What does level 1 and level 2 rot look like exactly? I'm not always sure what I'm seeing but it's giving me collecting woes so please allow me to explain.

First and foremost I don't have nostalgia for Laserdisc as we didn't have a player for it when I was growing up in the 80s, we had a VCR and VHS movies, though when I first experienced laserdisc at a store in the late 80's as a child I've always wanted laserdiscs but my family never invested in the them., being 37 now I've started collecting them starting around 7 months ago.

I do most of my purchases of laserdisc movies locally; craigslist, retail stores, thrift shops, etc and have a dilemma that's starting to bother me that is sort of pushing me away from wanting to collect LDs due to overall cost of buying multiple copies of a LD just to find a rot free copy can be pricey; that dilemma is of course laser rot! I am well aware that I can get most movies on other formats such as VHS, DVD, Blu-ray, etc however there's just something about laserdisc that is simply appealing to me and my media of choice.

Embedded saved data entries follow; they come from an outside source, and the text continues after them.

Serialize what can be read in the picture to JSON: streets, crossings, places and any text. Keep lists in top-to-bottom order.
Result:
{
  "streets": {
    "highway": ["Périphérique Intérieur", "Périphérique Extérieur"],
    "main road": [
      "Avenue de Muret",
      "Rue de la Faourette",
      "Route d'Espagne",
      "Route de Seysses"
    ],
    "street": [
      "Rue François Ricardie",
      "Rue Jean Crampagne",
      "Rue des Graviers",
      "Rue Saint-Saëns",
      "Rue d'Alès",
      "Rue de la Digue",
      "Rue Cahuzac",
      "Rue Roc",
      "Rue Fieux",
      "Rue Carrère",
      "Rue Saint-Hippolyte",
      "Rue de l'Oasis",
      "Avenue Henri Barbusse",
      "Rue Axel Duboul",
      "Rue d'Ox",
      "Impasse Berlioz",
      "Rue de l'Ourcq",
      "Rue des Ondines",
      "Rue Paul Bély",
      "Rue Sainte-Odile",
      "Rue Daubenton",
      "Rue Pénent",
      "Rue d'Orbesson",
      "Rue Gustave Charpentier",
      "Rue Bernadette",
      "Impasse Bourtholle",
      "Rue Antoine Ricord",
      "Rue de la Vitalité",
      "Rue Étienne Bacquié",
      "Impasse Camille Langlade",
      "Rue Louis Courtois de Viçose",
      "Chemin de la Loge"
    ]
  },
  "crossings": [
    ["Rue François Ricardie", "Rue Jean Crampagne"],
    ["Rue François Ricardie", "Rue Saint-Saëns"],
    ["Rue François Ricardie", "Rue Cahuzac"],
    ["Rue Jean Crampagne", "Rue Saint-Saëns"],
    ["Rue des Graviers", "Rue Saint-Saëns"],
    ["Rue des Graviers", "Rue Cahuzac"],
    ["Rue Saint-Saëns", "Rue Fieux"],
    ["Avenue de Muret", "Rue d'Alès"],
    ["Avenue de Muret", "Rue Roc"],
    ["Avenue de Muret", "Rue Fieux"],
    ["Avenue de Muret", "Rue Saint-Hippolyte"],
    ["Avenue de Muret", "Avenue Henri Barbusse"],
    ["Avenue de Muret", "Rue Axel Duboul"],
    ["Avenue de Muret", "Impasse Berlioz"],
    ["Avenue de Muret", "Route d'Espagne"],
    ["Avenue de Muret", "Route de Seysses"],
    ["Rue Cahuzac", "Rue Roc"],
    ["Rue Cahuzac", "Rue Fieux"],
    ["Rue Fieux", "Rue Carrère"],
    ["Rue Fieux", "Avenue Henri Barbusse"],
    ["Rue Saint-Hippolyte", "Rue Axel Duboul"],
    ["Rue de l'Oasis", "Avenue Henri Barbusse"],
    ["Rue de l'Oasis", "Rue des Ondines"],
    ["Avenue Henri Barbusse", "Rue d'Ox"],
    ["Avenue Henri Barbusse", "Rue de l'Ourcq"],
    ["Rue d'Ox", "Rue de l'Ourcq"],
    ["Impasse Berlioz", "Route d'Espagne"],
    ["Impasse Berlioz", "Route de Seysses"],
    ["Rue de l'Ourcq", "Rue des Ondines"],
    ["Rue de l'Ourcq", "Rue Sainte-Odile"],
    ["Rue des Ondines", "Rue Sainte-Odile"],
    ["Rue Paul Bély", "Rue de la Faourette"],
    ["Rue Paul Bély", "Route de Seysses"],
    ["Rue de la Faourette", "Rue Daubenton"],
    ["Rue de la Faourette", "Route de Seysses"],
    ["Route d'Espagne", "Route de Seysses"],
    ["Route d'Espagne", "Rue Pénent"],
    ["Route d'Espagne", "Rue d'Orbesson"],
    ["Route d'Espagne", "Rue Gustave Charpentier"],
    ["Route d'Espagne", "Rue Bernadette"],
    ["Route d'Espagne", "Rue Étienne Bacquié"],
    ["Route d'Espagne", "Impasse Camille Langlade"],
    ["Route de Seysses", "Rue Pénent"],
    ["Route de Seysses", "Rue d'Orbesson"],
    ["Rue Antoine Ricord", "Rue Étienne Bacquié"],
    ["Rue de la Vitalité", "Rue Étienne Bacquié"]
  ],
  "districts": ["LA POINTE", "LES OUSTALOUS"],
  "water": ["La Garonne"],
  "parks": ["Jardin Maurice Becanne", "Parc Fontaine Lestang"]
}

I usually end up purchasing 10 - 20 laserdiscs at any given time and almost always, without fail I end up with several laserdiscs with what im assuming is "level 1" laser rot. I say assume as im not sure if it's actually laser rot or not, the ones that I think has it have random and not frequent colored blips here and there usually not consistant and just once in awhile a speckle or so will showup and it can be quite sometime before I see blip(s) again so it's not "snow". I am aware of the difference between film dirt, drop outs, physical scuffs on the disc itself, etc) some instances are definitely laser rot of the level 3 - 4 variety but that only affects maybe 5 laserdisc in my entire collection and I'll toss them once I get rot free versions.

I tend to search LDDB for rot status on a per movie basis when purchasing as to avoid known rotters or "possible candidates" unless they are $1 or $2 then ill chance it, however I find it hard to rely on that as many times a movie will have no rot status reports but when I get the movie home and check i'll see those random and not frequent colored blips here and there as I mentioned above. I'm guilty for not reporting as I will usually replace a movie if there is rot and I assume that's what others may do and reporting for every instance of possible could lead to false flags so I don't report as its possible that what I'm seeing isn't actual rot and/or that it could just be small defects of that particular disc itself.

Any insight on what level 1 or level 2 rot looks like would be helpful.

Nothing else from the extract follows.